*Recorded information*:
::::
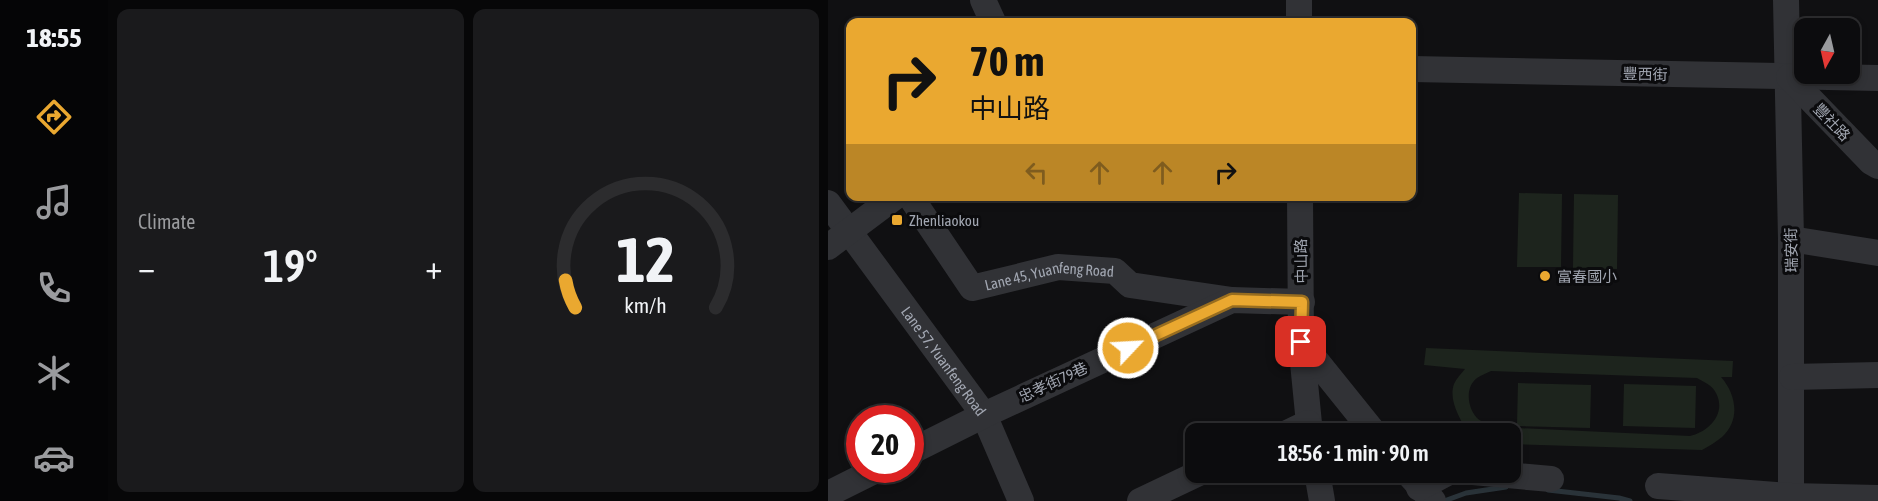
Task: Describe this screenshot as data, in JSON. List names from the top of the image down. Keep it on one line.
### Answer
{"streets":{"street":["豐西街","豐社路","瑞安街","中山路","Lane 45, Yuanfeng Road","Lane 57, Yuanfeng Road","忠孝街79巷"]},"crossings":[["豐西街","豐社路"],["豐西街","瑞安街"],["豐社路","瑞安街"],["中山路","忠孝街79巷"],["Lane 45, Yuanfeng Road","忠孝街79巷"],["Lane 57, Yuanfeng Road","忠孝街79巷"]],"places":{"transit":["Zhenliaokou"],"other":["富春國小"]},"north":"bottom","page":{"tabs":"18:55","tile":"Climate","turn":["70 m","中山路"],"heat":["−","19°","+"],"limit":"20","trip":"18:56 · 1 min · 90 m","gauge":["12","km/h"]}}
::::
*To do*: Copy the listing exactly, omitting pictures.

*Response below*:
Task: Describe this screenshot as data, in JSON. List names from the top of the image down. Keep it on one line.
### Answer
{"streets":{"street":["豐西街","豐社路","瑞安街","中山路","Lane 45, Yuanfeng Road","Lane 57, Yuanfeng Road","忠孝街79巷"]},"crossings":[["豐西街","豐社路"],["豐西街","瑞安街"],["豐社路","瑞安街"],["中山路","忠孝街79巷"],["Lane 45, Yuanfeng Road","忠孝街79巷"],["Lane 57, Yuanfeng Road","忠孝街79巷"]],"places":{"transit":["Zhenliaokou"],"other":["富春國小"]},"north":"bottom","page":{"tabs":"18:55","tile":"Climate","turn":["70 m","中山路"],"heat":["−","19°","+"],"limit":"20","trip":"18:56 · 1 min · 90 m","gauge":["12","km/h"]}}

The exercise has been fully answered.